Un homme sensible et meurtri
Romain d’origine, Rocco Schavione a été muté dans le val d’Aoste dont il déteste rapidement le climat rude, gris et pluvieux, sans parler de la neige. Il est bougon, râleur, rustre, sarcastique et même malpoli. Ses sautes d’humeur ne le rendent pas forcément sympathique. Malgré tout, le personnage est attachant, car, on devine que derrière cette carapace se cache un homme sensible et meurtri.
Il est aussi irrespectueux des règles et de sa hiérarchie, fume des joints à la fenêtre de son bureau et est toujours accompagné de sa petite chienne Lupa. Dans la solitude de son appartement, il entame très souvent des dialogues avec son épouse Marina qui, on le devinera, est décédée quelques années auparavant dans des circonstance troubles. Rocco a le parfait profil du anti-héros, en fait.

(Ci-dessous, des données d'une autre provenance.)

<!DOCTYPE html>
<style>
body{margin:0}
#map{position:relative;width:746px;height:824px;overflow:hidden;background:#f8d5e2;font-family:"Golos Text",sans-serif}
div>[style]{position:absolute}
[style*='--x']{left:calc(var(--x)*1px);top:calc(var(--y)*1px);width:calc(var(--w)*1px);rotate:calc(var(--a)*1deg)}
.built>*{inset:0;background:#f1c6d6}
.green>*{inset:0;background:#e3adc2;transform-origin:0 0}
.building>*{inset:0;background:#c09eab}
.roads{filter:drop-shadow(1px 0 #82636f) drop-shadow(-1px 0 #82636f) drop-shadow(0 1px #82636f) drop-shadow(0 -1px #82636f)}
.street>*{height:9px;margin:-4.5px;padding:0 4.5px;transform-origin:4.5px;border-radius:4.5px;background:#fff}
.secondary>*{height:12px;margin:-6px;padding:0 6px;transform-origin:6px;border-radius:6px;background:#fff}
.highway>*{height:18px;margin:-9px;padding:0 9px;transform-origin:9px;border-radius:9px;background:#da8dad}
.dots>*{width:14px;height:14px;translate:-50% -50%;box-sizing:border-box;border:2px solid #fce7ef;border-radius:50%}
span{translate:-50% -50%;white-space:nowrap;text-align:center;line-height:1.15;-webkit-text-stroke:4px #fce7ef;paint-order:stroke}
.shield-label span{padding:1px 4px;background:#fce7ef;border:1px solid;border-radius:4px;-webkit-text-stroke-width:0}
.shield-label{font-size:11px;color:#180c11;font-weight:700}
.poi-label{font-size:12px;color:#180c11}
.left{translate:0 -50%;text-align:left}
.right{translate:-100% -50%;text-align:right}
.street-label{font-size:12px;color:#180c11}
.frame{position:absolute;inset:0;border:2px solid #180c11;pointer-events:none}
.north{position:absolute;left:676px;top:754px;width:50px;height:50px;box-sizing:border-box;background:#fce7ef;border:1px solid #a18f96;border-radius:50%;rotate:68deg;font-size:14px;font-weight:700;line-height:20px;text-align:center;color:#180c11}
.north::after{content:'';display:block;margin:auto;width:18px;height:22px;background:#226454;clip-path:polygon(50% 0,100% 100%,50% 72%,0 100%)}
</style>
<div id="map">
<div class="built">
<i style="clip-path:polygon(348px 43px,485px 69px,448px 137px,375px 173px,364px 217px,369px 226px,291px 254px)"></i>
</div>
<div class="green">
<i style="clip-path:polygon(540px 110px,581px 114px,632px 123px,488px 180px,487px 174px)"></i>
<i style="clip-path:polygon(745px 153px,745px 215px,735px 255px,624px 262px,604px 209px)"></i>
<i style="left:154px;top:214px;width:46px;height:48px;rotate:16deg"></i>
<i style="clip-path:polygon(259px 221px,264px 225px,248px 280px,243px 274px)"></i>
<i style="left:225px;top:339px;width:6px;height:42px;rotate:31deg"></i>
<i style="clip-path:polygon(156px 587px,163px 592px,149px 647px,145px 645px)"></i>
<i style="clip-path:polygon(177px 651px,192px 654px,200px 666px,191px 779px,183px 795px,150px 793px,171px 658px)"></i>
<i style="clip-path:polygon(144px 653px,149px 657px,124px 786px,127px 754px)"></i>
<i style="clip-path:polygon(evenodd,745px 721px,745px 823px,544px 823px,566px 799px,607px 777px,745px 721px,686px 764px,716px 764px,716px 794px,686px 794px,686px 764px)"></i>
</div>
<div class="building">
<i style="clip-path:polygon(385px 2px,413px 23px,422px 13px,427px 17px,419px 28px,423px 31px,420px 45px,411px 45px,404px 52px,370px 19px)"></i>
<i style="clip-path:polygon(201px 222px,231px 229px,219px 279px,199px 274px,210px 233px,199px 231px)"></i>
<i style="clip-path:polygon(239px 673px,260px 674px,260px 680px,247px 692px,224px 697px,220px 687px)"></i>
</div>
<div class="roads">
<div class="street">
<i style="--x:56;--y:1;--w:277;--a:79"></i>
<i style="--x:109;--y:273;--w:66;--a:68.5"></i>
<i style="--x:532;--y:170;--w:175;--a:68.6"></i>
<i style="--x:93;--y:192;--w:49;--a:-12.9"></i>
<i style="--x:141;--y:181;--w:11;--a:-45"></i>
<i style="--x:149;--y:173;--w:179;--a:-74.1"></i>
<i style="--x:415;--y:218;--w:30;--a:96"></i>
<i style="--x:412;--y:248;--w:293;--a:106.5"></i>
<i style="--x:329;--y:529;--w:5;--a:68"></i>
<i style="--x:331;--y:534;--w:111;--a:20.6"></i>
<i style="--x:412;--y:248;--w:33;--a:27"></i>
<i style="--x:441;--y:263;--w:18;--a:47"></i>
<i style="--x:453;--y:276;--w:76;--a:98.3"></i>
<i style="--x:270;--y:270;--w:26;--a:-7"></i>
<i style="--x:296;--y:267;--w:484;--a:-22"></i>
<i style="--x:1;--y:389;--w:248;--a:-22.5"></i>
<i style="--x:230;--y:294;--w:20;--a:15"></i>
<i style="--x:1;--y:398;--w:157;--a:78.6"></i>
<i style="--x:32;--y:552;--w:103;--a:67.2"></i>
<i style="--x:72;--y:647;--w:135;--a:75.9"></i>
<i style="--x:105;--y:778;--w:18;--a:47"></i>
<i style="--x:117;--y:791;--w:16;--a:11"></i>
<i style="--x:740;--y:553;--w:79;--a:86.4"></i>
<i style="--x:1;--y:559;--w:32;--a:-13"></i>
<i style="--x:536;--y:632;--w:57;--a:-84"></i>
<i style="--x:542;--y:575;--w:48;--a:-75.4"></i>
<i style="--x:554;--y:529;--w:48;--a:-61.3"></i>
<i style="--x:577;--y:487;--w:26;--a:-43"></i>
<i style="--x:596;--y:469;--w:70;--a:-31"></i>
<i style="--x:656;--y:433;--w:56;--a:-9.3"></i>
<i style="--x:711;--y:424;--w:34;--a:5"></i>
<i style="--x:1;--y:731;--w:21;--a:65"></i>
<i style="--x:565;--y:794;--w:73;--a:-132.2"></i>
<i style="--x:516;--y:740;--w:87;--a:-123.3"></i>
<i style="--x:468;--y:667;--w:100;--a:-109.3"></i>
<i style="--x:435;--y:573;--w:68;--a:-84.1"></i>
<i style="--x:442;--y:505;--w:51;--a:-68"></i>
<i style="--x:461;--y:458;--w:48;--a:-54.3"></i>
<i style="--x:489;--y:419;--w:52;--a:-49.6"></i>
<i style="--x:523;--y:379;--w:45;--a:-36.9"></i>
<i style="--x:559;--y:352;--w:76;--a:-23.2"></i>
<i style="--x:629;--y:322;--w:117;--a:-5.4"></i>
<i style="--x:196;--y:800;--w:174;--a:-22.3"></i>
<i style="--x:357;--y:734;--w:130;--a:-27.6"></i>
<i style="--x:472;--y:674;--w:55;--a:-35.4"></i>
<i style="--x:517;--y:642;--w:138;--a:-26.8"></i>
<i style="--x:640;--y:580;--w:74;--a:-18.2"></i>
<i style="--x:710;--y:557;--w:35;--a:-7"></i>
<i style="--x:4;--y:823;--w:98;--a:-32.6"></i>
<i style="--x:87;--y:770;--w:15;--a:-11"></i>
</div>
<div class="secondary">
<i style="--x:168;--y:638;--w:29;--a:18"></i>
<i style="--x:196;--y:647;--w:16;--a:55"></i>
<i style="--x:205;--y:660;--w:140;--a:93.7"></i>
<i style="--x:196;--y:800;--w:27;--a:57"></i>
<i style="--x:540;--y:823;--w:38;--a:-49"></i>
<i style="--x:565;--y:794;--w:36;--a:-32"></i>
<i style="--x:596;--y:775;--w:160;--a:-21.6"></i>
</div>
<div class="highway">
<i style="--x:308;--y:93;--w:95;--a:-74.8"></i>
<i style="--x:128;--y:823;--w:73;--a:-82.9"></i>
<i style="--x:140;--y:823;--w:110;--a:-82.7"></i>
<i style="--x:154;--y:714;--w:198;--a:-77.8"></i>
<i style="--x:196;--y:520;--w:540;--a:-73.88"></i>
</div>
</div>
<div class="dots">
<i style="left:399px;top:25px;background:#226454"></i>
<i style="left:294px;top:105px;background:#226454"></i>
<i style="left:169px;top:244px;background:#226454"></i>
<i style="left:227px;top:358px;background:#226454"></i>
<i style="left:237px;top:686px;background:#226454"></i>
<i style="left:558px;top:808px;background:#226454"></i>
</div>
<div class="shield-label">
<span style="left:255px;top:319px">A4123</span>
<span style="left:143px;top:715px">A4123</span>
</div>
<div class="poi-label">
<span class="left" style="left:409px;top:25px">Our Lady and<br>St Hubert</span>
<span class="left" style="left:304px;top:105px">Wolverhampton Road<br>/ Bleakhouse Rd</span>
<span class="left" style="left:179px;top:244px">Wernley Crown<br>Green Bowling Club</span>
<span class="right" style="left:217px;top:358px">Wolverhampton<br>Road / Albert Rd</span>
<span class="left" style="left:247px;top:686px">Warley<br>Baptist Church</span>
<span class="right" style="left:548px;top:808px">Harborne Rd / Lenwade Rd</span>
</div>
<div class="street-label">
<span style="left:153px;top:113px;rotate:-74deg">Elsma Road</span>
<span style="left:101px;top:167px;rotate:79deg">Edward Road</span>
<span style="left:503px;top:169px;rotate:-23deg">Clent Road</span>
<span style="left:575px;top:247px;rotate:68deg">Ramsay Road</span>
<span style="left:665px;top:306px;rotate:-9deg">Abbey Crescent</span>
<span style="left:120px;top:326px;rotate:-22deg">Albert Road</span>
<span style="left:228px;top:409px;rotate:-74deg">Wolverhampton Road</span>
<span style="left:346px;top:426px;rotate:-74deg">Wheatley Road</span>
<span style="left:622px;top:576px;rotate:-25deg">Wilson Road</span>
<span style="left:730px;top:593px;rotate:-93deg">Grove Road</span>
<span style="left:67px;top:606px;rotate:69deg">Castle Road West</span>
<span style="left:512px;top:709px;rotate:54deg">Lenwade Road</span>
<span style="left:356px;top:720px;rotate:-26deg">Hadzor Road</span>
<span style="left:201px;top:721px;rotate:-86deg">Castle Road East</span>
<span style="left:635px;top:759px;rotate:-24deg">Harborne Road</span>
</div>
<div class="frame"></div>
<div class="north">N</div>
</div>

Cependant, une autre de ses caractéristiques est son taux d’efficacité exceptionnel dans la résolution d’affaires criminelles, malgré ses méthodes rarement orthodoxes. Alors qu’il enquête sur un premier meurtre à Aoste, un deuxième, à Rome cette fois, va l’emmener hors de sa juridiction car il y voit un lien avec des évènements antérieurs, ceux-là mêmes qui ont bousculé sa vie.
Du polar et des sujets graves
Le style d’Antonio Manzini est fluide. Le récit est solide et bien agencé. Il insère parfois des expressions en italien, malheureusement non-traduites et pas toujours compréhensibles (contrairement à ce que faisait Andrea Camilleri par le biais de la traduction). Bon, j’avais dit que je ne comparerais pas mais c’est impossible. En effet, les amateurs du commissaire Montalbano trouveront leur bonheur avec Rocco Schavione. Si le climat « chaud » de la Sicile se reflète chez Camilleri, celui nettement plus frais des Alpes italiennes donne une autre ambiance au récit. Je le redis, le personnage central est tout autant attachant, surtout parce que son passé trouble le hante davantage. Comme l’écrivain sicilien, Antonio Manzini aborde des sujets graves comme la défense du mouvement LGBT ou la corruption au sein de la justice italienne, entre autres.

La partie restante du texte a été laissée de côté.